O Último Cigarro


Autor: Pedro Emmanuel

No hospital de minha cidade, repousa um antigo galanteador, um velho que já fora novo e promissor dentre as garotas de sua época, um homem ao qual girou o globo terrestre e mudou completamente sua inclinação com o auxilio de apenas algumas garrafas de vinho, e cartelas e mais cartelas de ácido, e é claro, sem faltar seus cigarros.

Quando jovem, saia em grupo com seus colegas intelectuais e marxistas, iam em bares, perturbavam a noite e à acolhiam para si como uma tragada em um cigarro barato. Isso mesmo, eles tragavam a noite, liam poesias revolucionárias, liam Yeats e Rimbaud, intitulavam=se como os novos beats brasileiros
.
Escreviam poemas em guardanapos sujos, e os recitavam para prostitutas e mulheres da vida, afim de lhes encantarem e assim as possuírem. Uma delas, Margarete, uma loura linda se apaixonou pelo cara em questão, e juntos participaram de orgias transcendentais e descomunais, partilharam sorvetes, pipocas, cigarros, garrafas de vinho tinto; que na verdade era o preferido dela. E viveram um tempo juntos. Apaixonadamente felizes
.
Esse rapaz sou eu em minha juventude, e hoje desfruto de um leito no Hospital Central. Câncer, no pulmão, deu metástase e se espalhou para todos os lugares possíveis, só me resta relembrar os momentos bons, de farra e curtição junto de meus amigos e de Margarete, a loura mais linda que já vi. Ela pereceu aos trinta e seis anos, quando estava  trabalhando e um sujeito a estrangulou até a morte.

Desfruto de um último cigarro Dr. Frank, enquanto leio O Uivo, de Allen Ginsberg, provavelmente esse será meu ultimo cigarro, antes de partir para os braços da Morte. A enfermeira entra no quarto e me vê fumando:

- Seu Roberto, já lhe avisei sobre cigarros aqui dentro, e falando nisso onde conseguiu isso - apontando para o maço vazio.

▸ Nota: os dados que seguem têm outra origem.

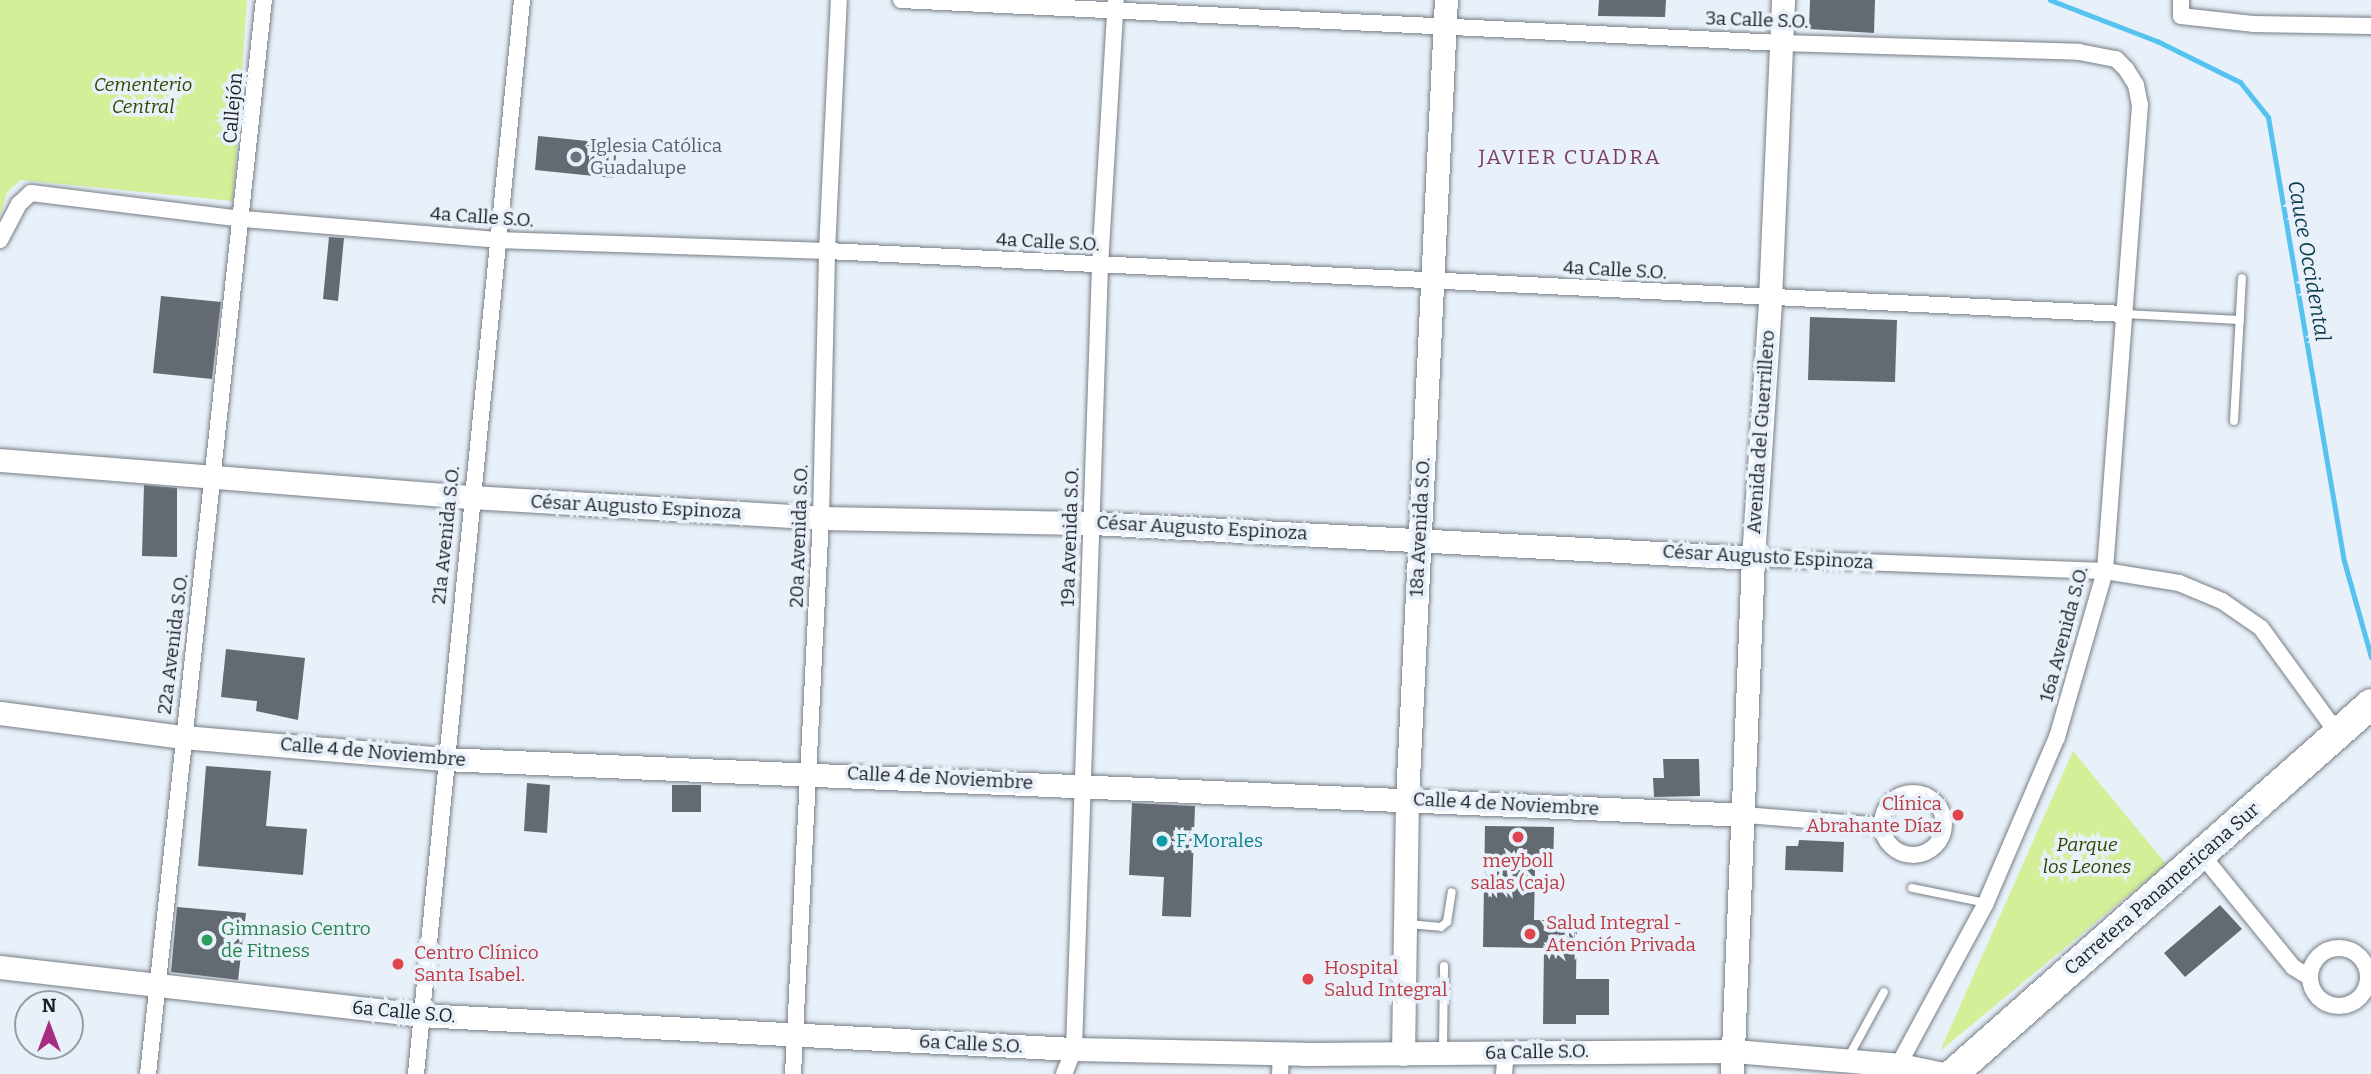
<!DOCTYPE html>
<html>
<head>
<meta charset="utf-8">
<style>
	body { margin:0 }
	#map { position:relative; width:2371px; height:1074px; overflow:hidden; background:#e8f0f9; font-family:Bitter,serif }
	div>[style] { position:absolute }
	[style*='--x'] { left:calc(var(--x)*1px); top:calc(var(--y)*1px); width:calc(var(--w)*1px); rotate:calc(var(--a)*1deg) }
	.green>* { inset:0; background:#d3ef98 }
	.stream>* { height:5px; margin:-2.5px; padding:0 2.5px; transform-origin:2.5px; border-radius:2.5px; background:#56c2ef }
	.building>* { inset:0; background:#636a71 }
	.roads { filter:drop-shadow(0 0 2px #777e86) drop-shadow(0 0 2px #777e86) }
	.lane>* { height:8px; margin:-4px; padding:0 4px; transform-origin:4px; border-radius:4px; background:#fff }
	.street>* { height:16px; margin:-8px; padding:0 8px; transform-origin:8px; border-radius:8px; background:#fff }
	.street>.ring { margin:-8px; padding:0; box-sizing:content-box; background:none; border:16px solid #fff; border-radius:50% }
	.secondary>* { height:23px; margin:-11.5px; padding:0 11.5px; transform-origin:11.5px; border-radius:11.5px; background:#fff }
	.highway>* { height:30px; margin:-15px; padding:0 15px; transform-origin:15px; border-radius:15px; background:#fff }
	.dots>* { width:19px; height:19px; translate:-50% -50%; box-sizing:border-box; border:4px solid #e8f0f9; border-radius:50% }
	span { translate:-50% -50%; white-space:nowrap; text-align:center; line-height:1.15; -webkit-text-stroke:7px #e8f0f9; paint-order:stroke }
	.street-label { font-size:19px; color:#1e2024 }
	.park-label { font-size:19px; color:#354400; font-style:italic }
	.worship-label { font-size:19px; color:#5b616d }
	.left { translate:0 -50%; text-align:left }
	.health-label { font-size:19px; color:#be3a42 }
	.right { translate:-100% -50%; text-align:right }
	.culture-label { font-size:19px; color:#0d838f }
	.leisure-label { font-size:19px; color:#27864d }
	.neighbourhood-label { font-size:21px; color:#7b3d65; letter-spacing:2px }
	.water-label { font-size:21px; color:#0b3c4e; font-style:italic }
	.north { position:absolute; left:14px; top:990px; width:70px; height:70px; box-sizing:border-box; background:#e8f0f9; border:2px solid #979da4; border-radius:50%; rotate:0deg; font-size:19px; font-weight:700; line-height:28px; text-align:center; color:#1e2024 }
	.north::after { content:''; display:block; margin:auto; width:24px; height:32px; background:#a72d82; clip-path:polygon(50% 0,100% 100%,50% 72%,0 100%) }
</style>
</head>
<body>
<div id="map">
	<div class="green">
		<div style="clip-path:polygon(0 0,247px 0,233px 201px,21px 180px,7px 192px,0 216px)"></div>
		<div style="clip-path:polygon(2073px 751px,2166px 864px,1940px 1051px)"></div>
	</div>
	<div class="stream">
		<div style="--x:2050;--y:0;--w:115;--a:21"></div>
		<div style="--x:2157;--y:41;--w:93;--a:26.3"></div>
		<div style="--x:2240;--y:82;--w:45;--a:51.3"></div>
		<div style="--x:2268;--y:117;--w:450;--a:80.3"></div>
		<div style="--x:2344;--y:561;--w:100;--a:74.3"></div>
	</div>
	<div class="building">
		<div style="clip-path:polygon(1599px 0,1666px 0,1665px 17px,1598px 16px)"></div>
		<div style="clip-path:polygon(1810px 0,1875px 0,1874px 33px,1809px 29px)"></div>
		<div style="clip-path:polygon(538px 136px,617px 144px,614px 178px,535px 170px)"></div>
		<div style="clip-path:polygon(329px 237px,344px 238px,338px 301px,323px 299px)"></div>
		<div style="clip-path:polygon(161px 296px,221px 302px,212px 379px,153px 373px)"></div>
		<div style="clip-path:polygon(1810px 317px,1897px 320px,1895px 382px,1808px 380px)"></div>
		<div style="clip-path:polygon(144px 485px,177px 488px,177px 557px,142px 556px)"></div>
		<div style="clip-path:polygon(226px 649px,305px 658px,298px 720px,256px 711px,257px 701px,221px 697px)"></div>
		<div style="clip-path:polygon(1663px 759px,1699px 759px,1700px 796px,1654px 797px,1653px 778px,1664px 778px)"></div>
		<div style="clip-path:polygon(206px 766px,271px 771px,266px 826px,307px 829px,303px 875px,198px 866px)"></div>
		<div style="clip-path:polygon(527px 783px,550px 785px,547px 833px,524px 831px)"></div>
		<div style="clip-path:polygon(672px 785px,701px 785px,701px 812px,672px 812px)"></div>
		<div style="clip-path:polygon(1132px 803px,1195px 806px,1191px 917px,1162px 916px,1164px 877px,1129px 875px)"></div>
		<div style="clip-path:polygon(1485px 826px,1554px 827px,1553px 871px,1535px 870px,1534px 920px,1577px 921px,1576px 979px,1609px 979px,1609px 1015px,1576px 1015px,1576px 1024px,1543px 1024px,1544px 948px,1483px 947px)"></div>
		<div style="clip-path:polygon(1799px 840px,1844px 842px,1843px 872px,1785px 870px,1786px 846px,1798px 846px)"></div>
		<div style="clip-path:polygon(2220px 905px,2242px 929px,2185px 977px,2164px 953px)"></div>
		<div style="clip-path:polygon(177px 907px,246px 913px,238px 980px,171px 972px)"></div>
	</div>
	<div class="roads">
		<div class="lane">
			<div style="--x:2124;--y:314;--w:116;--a:3"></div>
			<div style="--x:2234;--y:421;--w:143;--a:-86.8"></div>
			<div style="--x:1912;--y:888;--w:76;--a:11.5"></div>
			<div style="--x:1408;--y:924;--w:33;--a:5"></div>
			<div style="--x:1441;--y:927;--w:8;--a:-40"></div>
			<div style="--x:1447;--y:922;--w:30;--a:-81"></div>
			<div style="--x:1443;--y:1050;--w:84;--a:-89.3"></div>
			<div style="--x:1848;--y:1058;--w:75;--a:-61.4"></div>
		</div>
		<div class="street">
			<div style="--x:901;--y:0;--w:881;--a:2.8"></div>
			<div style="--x:1781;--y:43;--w:298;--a:1.7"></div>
			<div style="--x:2079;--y:52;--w:38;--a:11"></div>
			<div style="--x:2116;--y:59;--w:14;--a:45"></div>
			<div style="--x:2126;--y:69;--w:19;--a:58"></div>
			<div style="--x:2136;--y:85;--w:20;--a:79"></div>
			<div style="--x:2140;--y:105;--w:467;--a:94.3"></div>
			<div style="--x:2105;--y:571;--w:173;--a:106.1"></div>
			<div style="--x:2057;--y:737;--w:181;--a:113.2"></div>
			<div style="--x:1986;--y:903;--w:191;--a:118.4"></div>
			<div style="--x:2181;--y:0;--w:16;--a:90"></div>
			<div style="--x:2181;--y:16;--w:72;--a:6.3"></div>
			<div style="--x:2253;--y:24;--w:118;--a:1"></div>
			<div style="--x:0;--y:240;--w:41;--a:-62.2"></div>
			<div style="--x:19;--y:204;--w:16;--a:-43"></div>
			<div style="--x:31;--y:193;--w:214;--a:7"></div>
			<div style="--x:243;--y:219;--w:255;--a:4.7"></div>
			<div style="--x:497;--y:240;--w:330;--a:1.9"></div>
			<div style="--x:827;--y:251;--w:1299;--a:2.78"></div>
			<div style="--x:1753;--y:558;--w:352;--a:2.1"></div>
			<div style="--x:2105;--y:571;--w:75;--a:9.2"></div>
			<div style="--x:2179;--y:583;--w:47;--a:22.7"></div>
			<div style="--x:2222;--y:601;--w:47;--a:34.7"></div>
			<div style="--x:2261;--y:628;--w:131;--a:54"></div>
			<div class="ring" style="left:1882px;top:793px;width:46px;height:46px"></div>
			<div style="--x:1745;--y:815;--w:136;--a:4.6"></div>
			<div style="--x:2202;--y:855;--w:144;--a:50.9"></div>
			<div style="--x:2293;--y:967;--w:19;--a:32"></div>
			<div class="ring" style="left:2310px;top:948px;width:42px;height:42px"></div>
			<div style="--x:148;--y:1074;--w:1080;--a:-83.84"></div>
			<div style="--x:416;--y:1074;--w:1079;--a:-84.36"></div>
			<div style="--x:793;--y:1074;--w:557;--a:-87.12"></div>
			<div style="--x:821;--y:518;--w:267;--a:-88.7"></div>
			<div style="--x:827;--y:251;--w:251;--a:-87.3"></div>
			<div style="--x:1064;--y:1074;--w:27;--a:-68"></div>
			<div style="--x:1074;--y:1049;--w:783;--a:-88.1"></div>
			<div style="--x:1100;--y:266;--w:266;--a:-86.6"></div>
			<div style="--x:1280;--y:1074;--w:20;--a:-87"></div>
			<div style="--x:1504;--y:1074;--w:23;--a:-85"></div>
		</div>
		<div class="secondary">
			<div style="--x:0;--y:460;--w:472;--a:4.5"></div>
			<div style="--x:471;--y:497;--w:351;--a:3.4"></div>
			<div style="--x:821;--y:518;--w:271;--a:1.1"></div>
			<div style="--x:1092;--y:523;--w:662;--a:3.03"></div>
			<div style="--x:0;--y:713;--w:185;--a:7.5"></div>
			<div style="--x:183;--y:737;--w:262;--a:4.8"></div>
			<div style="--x:444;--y:759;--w:1302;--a:2.46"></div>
			<div style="--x:0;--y:967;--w:423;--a:6.5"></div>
			<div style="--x:420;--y:1015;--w:655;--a:2.98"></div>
			<div style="--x:1074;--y:1049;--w:230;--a:1.2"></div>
			<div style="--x:1304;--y:1054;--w:430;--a:-0.4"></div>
			<div style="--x:1734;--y:1051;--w:167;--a:4.8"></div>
			<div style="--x:1900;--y:1065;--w:44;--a:11.8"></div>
			<div style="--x:1403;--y:1054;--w:255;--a:-89.1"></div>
			<div style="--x:1407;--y:799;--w:800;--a:-87.21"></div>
			<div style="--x:1732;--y:1074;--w:516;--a:-87.67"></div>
			<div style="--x:1753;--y:558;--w:260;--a:-86.2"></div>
			<div style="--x:1770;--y:299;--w:299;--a:-87.5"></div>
		</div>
		<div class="highway">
			<div style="--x:1953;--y:1074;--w:558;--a:-41.51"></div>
		</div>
	</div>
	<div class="dots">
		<div style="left:576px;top:157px;background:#6b7280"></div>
		<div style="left:1958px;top:815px;background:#e0444e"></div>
		<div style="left:1518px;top:837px;background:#e0444e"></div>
		<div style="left:1162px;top:841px;background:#0f9aa8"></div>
		<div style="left:1530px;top:934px;background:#e0444e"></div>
		<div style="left:207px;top:940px;background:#2e9e5b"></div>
		<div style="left:398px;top:964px;background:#e0444e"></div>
		<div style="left:1308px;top:979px;background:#e0444e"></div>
	</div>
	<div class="street-label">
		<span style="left:1757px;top:20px;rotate:2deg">3a Calle S.O.</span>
		<span style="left:233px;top:108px;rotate:-85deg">Callejón</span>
		<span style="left:482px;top:217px;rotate:4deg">4a Calle S.O.</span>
		<span style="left:1048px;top:242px;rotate:3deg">4a Calle S.O.</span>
		<span style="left:1615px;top:270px;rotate:3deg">4a Calle S.O.</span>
		<span style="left:1761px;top:432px;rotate:-86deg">Avenida del Guerrillero</span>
		<span style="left:636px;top:507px;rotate:3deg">César Augusto Espinoza</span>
		<span style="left:1420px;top:527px;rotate:-87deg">18a Avenida S.O.</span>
		<span style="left:1202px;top:528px;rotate:3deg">César Augusto Espinoza</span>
		<span style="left:446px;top:535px;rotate:-84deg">21a Avenida S.O.</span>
		<span style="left:799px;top:536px;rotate:-88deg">20a Avenida S.O.</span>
		<span style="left:1070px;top:537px;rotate:-88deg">19a Avenida S.O.</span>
		<span style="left:1768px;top:557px;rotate:3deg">César Augusto Espinoza</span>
		<span style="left:2064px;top:634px;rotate:-75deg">16a Avenida S.O.</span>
		<span style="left:173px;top:644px;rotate:-83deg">22a Avenida S.O.</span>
		<span style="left:373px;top:752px;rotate:5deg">Calle 4 de Noviembre</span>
		<span style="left:940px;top:778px;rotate:3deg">Calle 4 de Noviembre</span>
		<span style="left:1506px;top:804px;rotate:3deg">Calle 4 de Noviembre</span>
		<span style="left:2162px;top:889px;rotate:-41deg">Carretera Panamericana Sur</span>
		<span style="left:404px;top:1012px;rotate:5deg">6a Calle S.O.</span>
		<span style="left:971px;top:1044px;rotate:3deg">6a Calle S.O.</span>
		<span style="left:1537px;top:1052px;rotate:-1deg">6a Calle S.O.</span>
	</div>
	<div class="park-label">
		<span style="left:143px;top:96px">Cementerio<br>Central</span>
		<span style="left:2087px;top:856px">Parque<br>los Leones</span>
	</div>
	<div class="worship-label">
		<span class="left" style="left:590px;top:157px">Iglesia Católica<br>Guadalupe</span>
	</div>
	<div class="health-label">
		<span class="right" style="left:1942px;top:815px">Clínica<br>Abrahante Díaz</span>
		<span style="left:1518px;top:872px">meyboll<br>salas (caja)</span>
		<span class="left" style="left:1546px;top:934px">Salud Integral -<br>Atención Privada</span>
		<span class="left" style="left:414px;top:964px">Centro Clínico<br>Santa Isabel.</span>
		<span class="left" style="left:1324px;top:979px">Hospital<br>Salud Integral</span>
	</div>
	<div class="culture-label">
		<span class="left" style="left:1176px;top:841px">F. Morales</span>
	</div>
	<div class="leisure-label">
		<span class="left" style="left:221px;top:940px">Gimnasio Centro<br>de Fitness</span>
	</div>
	<div class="neighbourhood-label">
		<span style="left:1570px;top:157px">JAVIER CUADRA</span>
	</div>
	<div class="water-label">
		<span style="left:2309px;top:261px;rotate:80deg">Cauce Occidental</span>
	</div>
	<div class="north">N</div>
</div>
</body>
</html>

- Um velho camarada me trouxe, junto de um isqueiro. Deixe-me terminar, é o ultimo do maço, e todos - fui interrompido por uma crise de tosse - e todos sabem que o último é sagrado.
- Está bem, vou fazer vista grossa dessa vez.

Ela verificou os aparelhos e aparatos, enquanto eu acabava de fumar. Apaguei-o na janela próxima à mim e descansei o livro sobre o criado-mudo. Deitei de bruços e esperei a minha partida, foi mais rápida do que pensei olhei para janela e com um suspiro fechei os olhos. Escuridão.